**ACTIVITY**
Every line below that has the string "white" needs to be copied.

━━ DATASET ━━

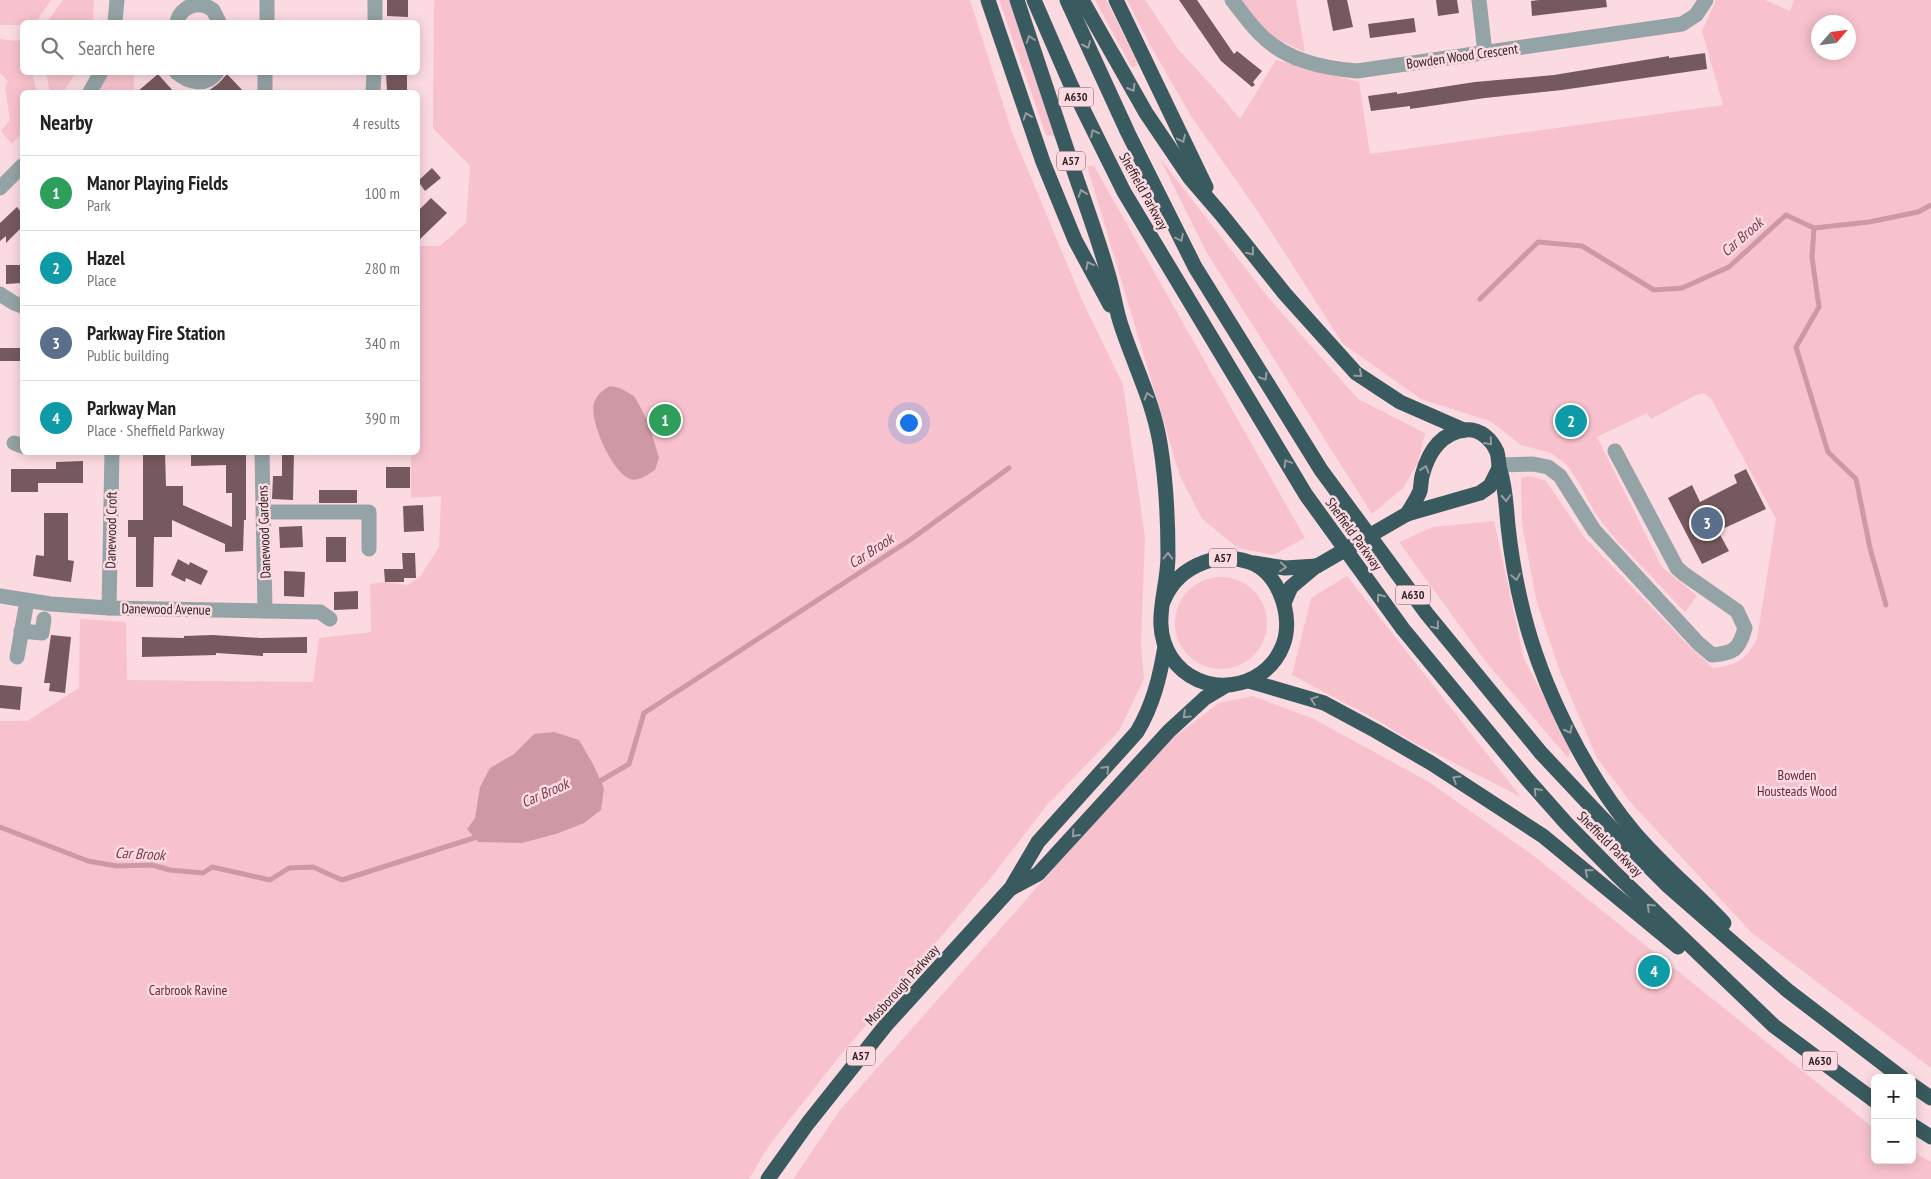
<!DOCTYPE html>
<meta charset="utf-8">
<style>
body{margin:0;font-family:"PT Sans Narrow",sans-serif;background:#f6f6f6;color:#222}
.controls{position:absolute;right:15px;bottom:15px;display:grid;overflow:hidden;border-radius:8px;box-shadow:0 2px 12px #0003}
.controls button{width:45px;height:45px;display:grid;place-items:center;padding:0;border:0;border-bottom:1px solid #e0e0e0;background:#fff;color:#222;font:25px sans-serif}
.compass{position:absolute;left:1811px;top:15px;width:45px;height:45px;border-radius:50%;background:#fff;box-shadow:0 2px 12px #0003;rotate:62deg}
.you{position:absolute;left:908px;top:422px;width:18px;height:18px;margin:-12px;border:4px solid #fff;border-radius:50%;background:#1a73e8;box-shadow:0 0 0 8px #1a73e833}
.badge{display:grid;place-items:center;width:32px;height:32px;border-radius:50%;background:#d93025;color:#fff;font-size:16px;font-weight:700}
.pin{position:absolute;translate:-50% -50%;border:2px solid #fff;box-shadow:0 1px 5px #0006}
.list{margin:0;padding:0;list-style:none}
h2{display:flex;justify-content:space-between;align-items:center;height:65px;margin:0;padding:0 20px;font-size:21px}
h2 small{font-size:16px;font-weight:400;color:#767676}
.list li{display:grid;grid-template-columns:32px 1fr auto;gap:15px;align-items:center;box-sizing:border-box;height:75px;padding:0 20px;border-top:1px solid #e0e0e0}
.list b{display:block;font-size:19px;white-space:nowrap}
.list p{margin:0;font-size:16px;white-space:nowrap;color:#767676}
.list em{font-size:16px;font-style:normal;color:#767676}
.icon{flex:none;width:28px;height:28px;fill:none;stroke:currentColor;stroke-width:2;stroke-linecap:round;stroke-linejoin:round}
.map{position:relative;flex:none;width:1931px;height:1179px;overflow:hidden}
.search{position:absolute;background:#fff;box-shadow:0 2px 12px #0003;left:20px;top:20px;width:400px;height:55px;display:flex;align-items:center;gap:12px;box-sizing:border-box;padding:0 18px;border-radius:8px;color:#767676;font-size:19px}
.panel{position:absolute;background:#fff;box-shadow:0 2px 12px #0003;left:20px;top:90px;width:400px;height:365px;border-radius:8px}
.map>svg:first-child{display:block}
</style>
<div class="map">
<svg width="1931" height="1179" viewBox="0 0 1931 1179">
<rect width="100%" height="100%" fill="#fcdae1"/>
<g fill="#f7c2ce" fill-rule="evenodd">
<polygon points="0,0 51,0 36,22 22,22 22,25 0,25"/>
<polygon points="63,0 94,0 93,22 47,22"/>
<path d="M434,0h536l42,132 71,170 40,83 22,152 -4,108 3,34 -25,52 -71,73 -59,76 -150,177 -69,87 -21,35h-749v-458h27l52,-33 1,-69 46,3 1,58 186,2 6,-44 52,-6 -1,-48 15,-2 22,3 13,-8 19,-30 2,-51 -30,2v-45l7,-1v-206h22l26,-23 4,-57 -37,-38zM534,734l59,30 11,24 -48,46 -34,9 -44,-1 -11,-13 8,-11 15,-50 24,-14z"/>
<polygon points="999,0 1014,0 1056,132 1054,136 1046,135"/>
<polygon points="1095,0 1106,0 1137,62 1137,65 1134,67 1131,66"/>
<path d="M1127,0h18l33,49 43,47 19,23 36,-59 83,22 11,72 353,-49 -21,-74 14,-31h49l25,11 4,-11h137v1068l-179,-135 -120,-129 -35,-46 -37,-86 -24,-73 -14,-75 -1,-46 9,-2 16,5 39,57 104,108 24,22c24,-3 32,-7 44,-29l19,-120 -64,-119 -8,-7 -10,3 -43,23 -4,-6 -50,24 65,130 35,29 -12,16 -73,-77 -17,-22 -16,-30 -12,-18 -16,-12 -30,-8 -31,-24 -69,-22 -78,-55 -82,-128 -70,-100 -42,-73zM1818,22h30v30h-30z"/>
<polygon points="1238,0 1296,0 1305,52 1266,34"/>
<polygon points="0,39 16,41 22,39 22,72 32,73 37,92 22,92 22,132 12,144 1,131 10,120 5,88 8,81 0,73"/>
<polygon points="46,73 46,72 76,73 63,92 50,92"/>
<polygon points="106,73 134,73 134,92 97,92"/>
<polygon points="1159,157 1267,296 1358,399 1425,433 1418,462 1403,488 1372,514 1207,253"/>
<polygon points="1094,166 1305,538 1273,555 1238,548 1202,519 1180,476 1087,166"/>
<polygon points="1494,521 1524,659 1571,749 1568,758 1486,662 1399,542 1433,527"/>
<polygon points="1347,576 1521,797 1411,741 1377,720 1292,675 1311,598"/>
<circle cx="1221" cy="623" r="46"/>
<polygon points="1253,696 1314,719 1429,782 1534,856 1875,1129 1875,1160 1912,1160 1912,1151 1931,1162 1931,1179 793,1179 840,1110 1099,817 1170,740 1219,703"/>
</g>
<g fill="#ce99a5">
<path d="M610,386l10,2 14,8 8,14 7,14 10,34 -4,12c-7,4 -16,12 -25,9 -18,-7 -41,-58 -36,-76 3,-9 8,-12 16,-17z"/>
<polygon points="554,732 579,740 593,764 604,788 601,810 584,823 556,834 522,843 478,842 467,829 475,818 480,787 490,768 514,754 534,734"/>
</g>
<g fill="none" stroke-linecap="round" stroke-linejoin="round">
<g stroke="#ce99a5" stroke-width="5">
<polyline points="1814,228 1812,257 1819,307 1796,347 1828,452 1856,479 1870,548 1886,605"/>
<polyline points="1480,299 1538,242 1582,246 1654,290 1682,288 1729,267 1786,215 1814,228 1869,222 1918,212 1931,205"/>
<polyline points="595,784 629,764 644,713 910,540 1009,468"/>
<polyline points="0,827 88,861 117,866 152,865 170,870 203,873 212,867 270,880 289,868 313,867 342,880 480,836"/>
</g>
</g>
<g fill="#76595f">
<polygon points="387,0 408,0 408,17 387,16"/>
<polygon points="1179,0 1197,0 1234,54 1237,51 1262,71 1253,82 1255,85 1252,87 1221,61"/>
<polygon points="1327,0 1347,0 1353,27 1333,31"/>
<polygon points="1436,0 1457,0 1459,13 1438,16"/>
<polygon points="1539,0 1606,0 1607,7 1532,16 1531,1"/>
<polygon points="1414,18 1416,32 1370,38 1368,24"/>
<polygon points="1705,53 1707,69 1562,90 1485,98 1410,109 1410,106 1371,111 1368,96 1397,92 1397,94 1475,82 1554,75 1669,56 1669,58"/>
<polygon points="386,72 407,72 407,92 387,92"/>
<polygon points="158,74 174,92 137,92"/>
<polygon points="227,74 244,92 207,92 219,83"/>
<polygon points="432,168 441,178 425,191 418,181"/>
<polygon points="431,198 447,213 418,241 418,211"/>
<polygon points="17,207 22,213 22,227 6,243 6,236 0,241 0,223"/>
<polygon points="6,265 22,265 22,283 6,284"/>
<rect x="0" y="348" width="22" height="13"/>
<polygon points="143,452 165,452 166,486 183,486 183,505 232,527 232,493 226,493 226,465 191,466 191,452 246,452 246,520 244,520 243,551 225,552 225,544 172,520 172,537 154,537 153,587 136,587 136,537 128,537 128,520 143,520"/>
<polygon points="282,452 294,452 293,500 272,499 273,476 282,476"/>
<polygon points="83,461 83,483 38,483 38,492 11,492 11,469 56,469 56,462"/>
<rect x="386" y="467" width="24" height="21"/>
<polygon points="1746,469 1766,509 1718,531 1729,551 1702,564 1668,498 1692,485 1700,502 1737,483 1734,475"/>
<rect x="319" y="490" width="38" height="13"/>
<polygon points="423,505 424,531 404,532 403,506"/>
<polygon points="44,513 68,513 68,560 74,561 71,582 33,576 36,555 44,556"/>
<polygon points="302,526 303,547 280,548 279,527"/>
<rect x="326" y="537" width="20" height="25"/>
<polygon points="402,553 415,553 416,578 404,578 404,582 385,582 384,569 403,569"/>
<polygon points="178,559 189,565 190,562 208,571 201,585 186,578 185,582 171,575"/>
<polygon points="284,571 305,572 304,597 284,596"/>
<polygon points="358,591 358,609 334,610 334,592"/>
<polygon points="51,635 71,637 65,693 49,691 50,683 44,683"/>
<polygon points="213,635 261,638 307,637 307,653 263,653 263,656 216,653 216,655 142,657 142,637 184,638 184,636"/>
<polygon points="0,685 22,687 20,710 0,708"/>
</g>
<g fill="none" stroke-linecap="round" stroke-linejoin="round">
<g stroke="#94a3a5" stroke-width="15">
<path d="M1232,0c9,11 17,23 27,33 25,27 63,35 98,38l325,-47 14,-9 10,-15"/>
<polyline points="1479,0 1485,53"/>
<polyline points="115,22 117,0"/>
<path d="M177,22c2,-10 13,-19 24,-17 4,0 9,3 12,5l6,12"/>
<polyline points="267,22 267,0"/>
<polyline points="375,22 375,0"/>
<path d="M176,72c13,11 30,15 41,0"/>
<polyline points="90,92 101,72"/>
<polyline points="265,92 265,72"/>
<polyline points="373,92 374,72"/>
<polyline points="0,188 22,166"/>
<polyline points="0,294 14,303 22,306"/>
<polyline points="14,443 22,446"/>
<polyline points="262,452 265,611"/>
<path d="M1499,465l34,-1 15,3 12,9 34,54 104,113 14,12c22,-2 27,-5 33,-27l-8,-17 -53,-37 -7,-6 -62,-117"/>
<polyline points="264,512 369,512 369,549"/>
<polyline points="0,596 51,604 109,608 320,612 330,619"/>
<polyline points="109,608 112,452"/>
<polyline points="21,631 42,633 44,619"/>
<polyline points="17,657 27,601"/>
</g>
<g stroke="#395a5e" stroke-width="15">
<polyline points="988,0 1043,162 1075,240 1110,305"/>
<path d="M1017,0c20,59 39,118 59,177 11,31 22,62 31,93 6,18 8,37 14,55 13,40 32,76 39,118 6,37 8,76 8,113 0,35 -18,69 3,101 28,43 94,35 112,-12 11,-28 -4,-73 -34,-83 -36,-12 -75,7 -87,43"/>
<polyline points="1034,0 1070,83 1124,192 1306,495 1403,629 1527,779 1566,823 1616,874 1774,1026 1875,1101"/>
<polyline points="1067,0 1128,133 1195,267 1321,470 1427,614 1541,753 1635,853 1667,885 1787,990 1902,1078"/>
<polyline points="1082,0 1146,113 1190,178 1221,214 1285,294 1356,373 1400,402 1464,430"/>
<polyline points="1116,0 1206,187"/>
<path d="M1407,514c4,-7 10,-15 13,-23 1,-5 1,-10 2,-15 6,-23 18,-43 43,-46 15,-2 27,10 32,22 2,6 1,12 3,18 6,19 6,36 8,56 3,28 8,57 15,85 18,74 62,163 111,221 28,33 61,60 90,91"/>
<polyline points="1407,514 1480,493 1490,486 1499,468"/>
<polyline points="1254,563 1285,568 1317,566"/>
<polyline points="1284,603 1291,587 1316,566"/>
<polyline points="1249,681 1324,703 1376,731 1431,763 1543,836 1678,947"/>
<polyline points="1012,888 1038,874 1169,731 1205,698 1225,686"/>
<polyline points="1912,1085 1931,1098"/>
<polyline points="1912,1125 1931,1137"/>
<path d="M768,1179l40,-56 78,-98 125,-137 27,-46 99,-110c16,-27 23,-55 28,-86"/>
</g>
<polyline stroke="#395a5e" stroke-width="15" points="1317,566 1407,514"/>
</g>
<defs><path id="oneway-chevron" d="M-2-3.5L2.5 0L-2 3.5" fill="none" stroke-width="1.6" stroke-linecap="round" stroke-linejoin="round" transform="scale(1.25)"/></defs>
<g stroke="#9a9aa0">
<use href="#oneway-chevron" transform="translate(1030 39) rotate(-108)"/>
<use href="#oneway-chevron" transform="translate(1087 45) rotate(66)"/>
<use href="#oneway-chevron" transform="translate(1132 88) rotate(60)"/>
<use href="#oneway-chevron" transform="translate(1027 116) rotate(-109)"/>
<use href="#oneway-chevron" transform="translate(1094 133) rotate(-116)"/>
<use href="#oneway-chevron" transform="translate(1182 139) rotate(65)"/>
<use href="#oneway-chevron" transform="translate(1082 193) rotate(-109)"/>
<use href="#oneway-chevron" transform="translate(1180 238) rotate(64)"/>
<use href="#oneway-chevron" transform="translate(1251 252) rotate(52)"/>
<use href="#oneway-chevron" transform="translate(1089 265) rotate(-118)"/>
<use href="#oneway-chevron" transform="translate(1359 374) rotate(40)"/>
<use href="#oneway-chevron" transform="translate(1264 377) rotate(58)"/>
<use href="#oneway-chevron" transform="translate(1148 396) rotate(-107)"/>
<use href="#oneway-chevron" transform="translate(1489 442) rotate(49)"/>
<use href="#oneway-chevron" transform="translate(1287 463) rotate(-121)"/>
<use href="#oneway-chevron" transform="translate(1425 469) rotate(-73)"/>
<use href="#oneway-chevron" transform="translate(1506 498) rotate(87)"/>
<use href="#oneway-chevron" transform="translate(1168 556) rotate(-89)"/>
<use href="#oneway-chevron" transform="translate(1283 567) rotate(5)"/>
<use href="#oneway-chevron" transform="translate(1516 577) rotate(79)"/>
<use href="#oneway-chevron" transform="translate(1380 597) rotate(-126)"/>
<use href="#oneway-chevron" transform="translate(1436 626) rotate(51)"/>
<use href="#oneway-chevron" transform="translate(1314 700) rotate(-161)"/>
<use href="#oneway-chevron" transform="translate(1186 715) rotate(137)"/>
<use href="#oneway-chevron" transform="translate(1569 730) rotate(63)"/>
<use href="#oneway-chevron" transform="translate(1106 769) rotate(-47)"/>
<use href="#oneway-chevron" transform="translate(1456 779) rotate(-148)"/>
<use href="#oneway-chevron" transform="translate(1537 791) rotate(-132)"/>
<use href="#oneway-chevron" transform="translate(1075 834) rotate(132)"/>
<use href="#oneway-chevron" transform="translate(1588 872) rotate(-140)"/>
<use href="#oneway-chevron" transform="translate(1650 907) rotate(-136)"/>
</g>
<g text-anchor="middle" stroke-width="5" stroke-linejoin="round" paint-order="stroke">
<g fill="#fcdae1" stroke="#6d5a5e" stroke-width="1">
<rect x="1058.5" y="87.5" width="35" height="19" rx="4"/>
<rect x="1057" y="151.5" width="28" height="19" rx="4"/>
<rect x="1209" y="548.5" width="28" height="19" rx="4"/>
<rect x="1395.5" y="585.5" width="35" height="19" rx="4"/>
<rect x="847" y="1046.5" width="28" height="19" rx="4"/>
<rect x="1802.5" y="1051.5" width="35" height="19" rx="4"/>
</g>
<g font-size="12" font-weight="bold" fill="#302326">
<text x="1076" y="101">A630</text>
<text x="1071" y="165">A57</text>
<text x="1223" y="562">A57</text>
<text x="1413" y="599">A630</text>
<text x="861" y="1060">A57</text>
<text x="1820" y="1065">A630</text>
</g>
<g font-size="14" fill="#302326" stroke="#fcdae1">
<text transform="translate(1462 56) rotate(-8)" y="5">Bowden Wood Crescent</text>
<text transform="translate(1144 191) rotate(61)" y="5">Sheffield Parkway</text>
<text transform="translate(111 530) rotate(-89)" y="5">Danewood Croft</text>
<text transform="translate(264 532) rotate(-92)" y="5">Danewood Gardens</text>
<text transform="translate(1354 534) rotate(54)" y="5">Sheffield Parkway</text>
<text transform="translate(166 609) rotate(1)" y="5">Danewood Avenue</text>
<text transform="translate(1610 844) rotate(45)" y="5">Sheffield Parkway</text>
<text transform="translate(902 985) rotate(-48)" y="5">Mosborough Parkway</text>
</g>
<g font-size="14" fill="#67263a" stroke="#fcdae1">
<text x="1797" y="780">Bowden<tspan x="1797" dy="16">Housteads Wood</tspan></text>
<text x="188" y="995">Carbrook Ravine</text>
</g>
<g font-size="15" font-style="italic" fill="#7c394c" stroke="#fcdae1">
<text transform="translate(1742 237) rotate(-41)" y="5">Car Brook</text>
<text transform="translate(871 551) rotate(-33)" y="5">Car Brook</text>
<text transform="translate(545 793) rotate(-24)" y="5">Car Brook</text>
<text transform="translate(140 854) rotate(3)" y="5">Car Brook</text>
</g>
</g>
</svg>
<div class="controls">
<button>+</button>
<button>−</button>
</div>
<svg class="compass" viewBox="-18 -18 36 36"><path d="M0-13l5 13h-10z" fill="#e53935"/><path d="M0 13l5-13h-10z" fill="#767676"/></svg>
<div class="you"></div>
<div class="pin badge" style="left:665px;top:420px;background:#2e9e5b">1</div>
<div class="pin badge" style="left:1571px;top:421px;background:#0f9aa8">2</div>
<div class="pin badge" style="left:1707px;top:523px;background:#5c6f8a">3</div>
<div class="pin badge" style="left:1654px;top:971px;background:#0f9aa8">4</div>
<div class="search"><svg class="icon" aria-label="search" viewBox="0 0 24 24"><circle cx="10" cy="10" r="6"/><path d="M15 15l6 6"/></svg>Search here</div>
<section class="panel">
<h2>Nearby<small>4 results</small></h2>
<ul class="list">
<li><span class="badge" style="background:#2e9e5b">1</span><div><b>Manor Playing Fields</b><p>Park</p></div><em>100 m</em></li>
<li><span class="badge" style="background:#0f9aa8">2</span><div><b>Hazel</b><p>Place</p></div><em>280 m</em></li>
<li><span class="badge" style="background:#5c6f8a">3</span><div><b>Parkway Fire Station</b><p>Public building</p></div><em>340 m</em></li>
<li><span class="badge" style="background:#0f9aa8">4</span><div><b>Parkway Man</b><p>Place · Sheffield Parkway</p></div><em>390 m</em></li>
</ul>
</section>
</div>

━━━

**WRITTEN REPLY**
.list b{display:block;font-size:19px;white-space:nowrap}
.list p{margin:0;font-size:16px;white-space:nowrap;color:#767676}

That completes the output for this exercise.